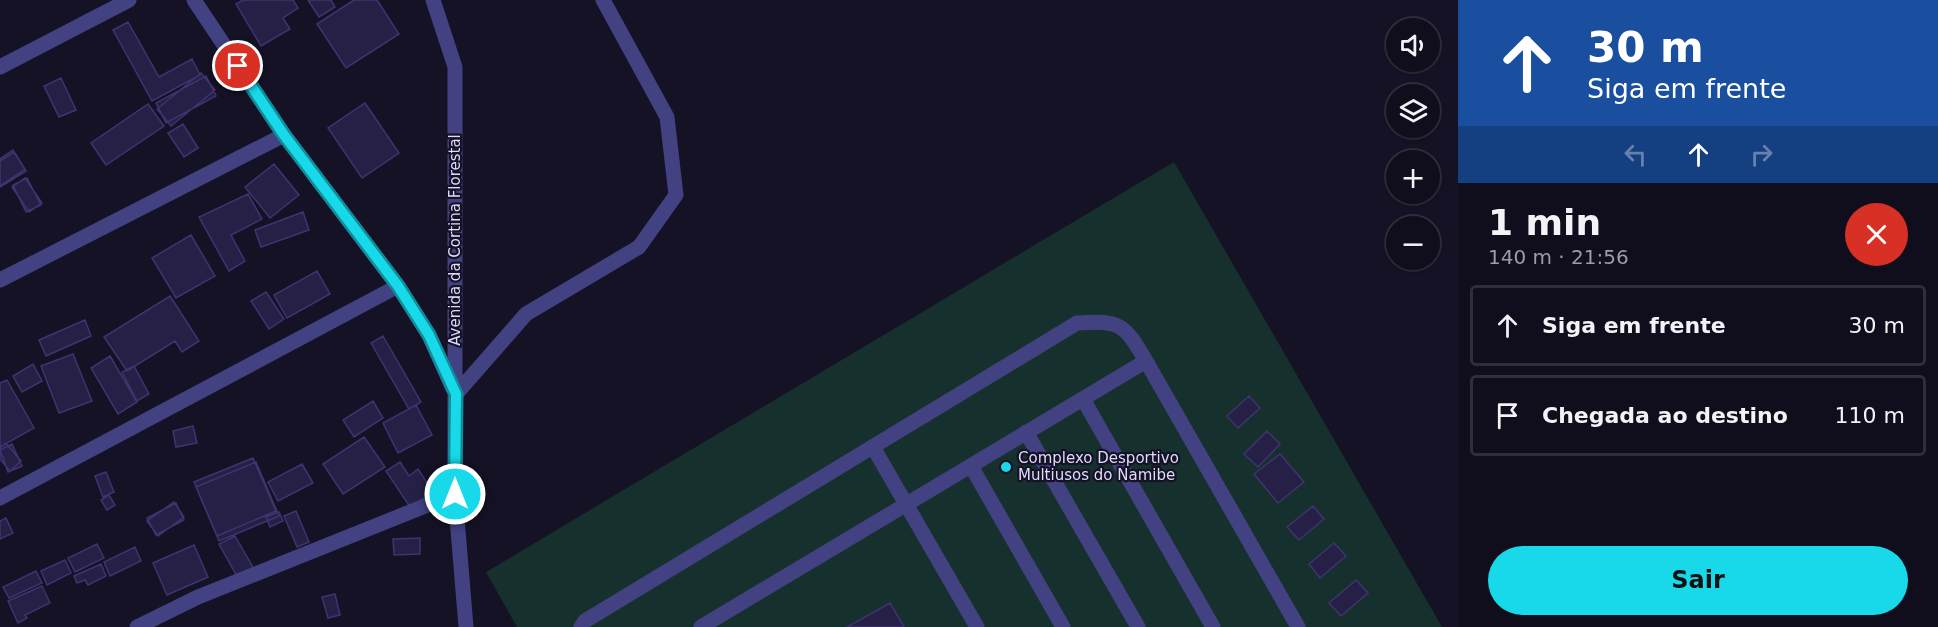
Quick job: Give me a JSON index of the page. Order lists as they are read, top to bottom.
{
  "streets": {
    "street": ["Avenida da Cortina Florestal"]
  },
  "places": ["Complexo Desportivo Multiusos do Namibe"],
  "page": {
    "turn": ["30 m", "Siga em frente"],
    "map_buttons": ["+", "−"],
    "heading": ["1 min", "140 m · 21:56"],
    "list": [
      {
        "name": "Siga em frente",
        "value": "30 m"
      },
      {
        "name": "Chegada ao destino",
        "value": "110 m"
      }
    ],
    "buttons": "Sair"
  }
}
-- -- --
▸ **WORK TO COMPLETE**: Output a verbatim copy of the entries and skip the pictures.

▸ **EXERCISE ANSWER**:
Quick job: Give me a JSON index of the page. Order lists as they are read, top to bottom.
{
  "streets": {
    "street": ["Avenida da Cortina Florestal"]
  },
  "places": ["Complexo Desportivo Multiusos do Namibe"],
  "page": {
    "turn": ["30 m", "Siga em frente"],
    "map_buttons": ["+", "−"],
    "heading": ["1 min", "140 m · 21:56"],
    "list": [
      {
        "name": "Siga em frente",
        "value": "30 m"
      },
      {
        "name": "Chegada ao destino",
        "value": "110 m"
      }
    ],
    "buttons": "Sair"
  }
}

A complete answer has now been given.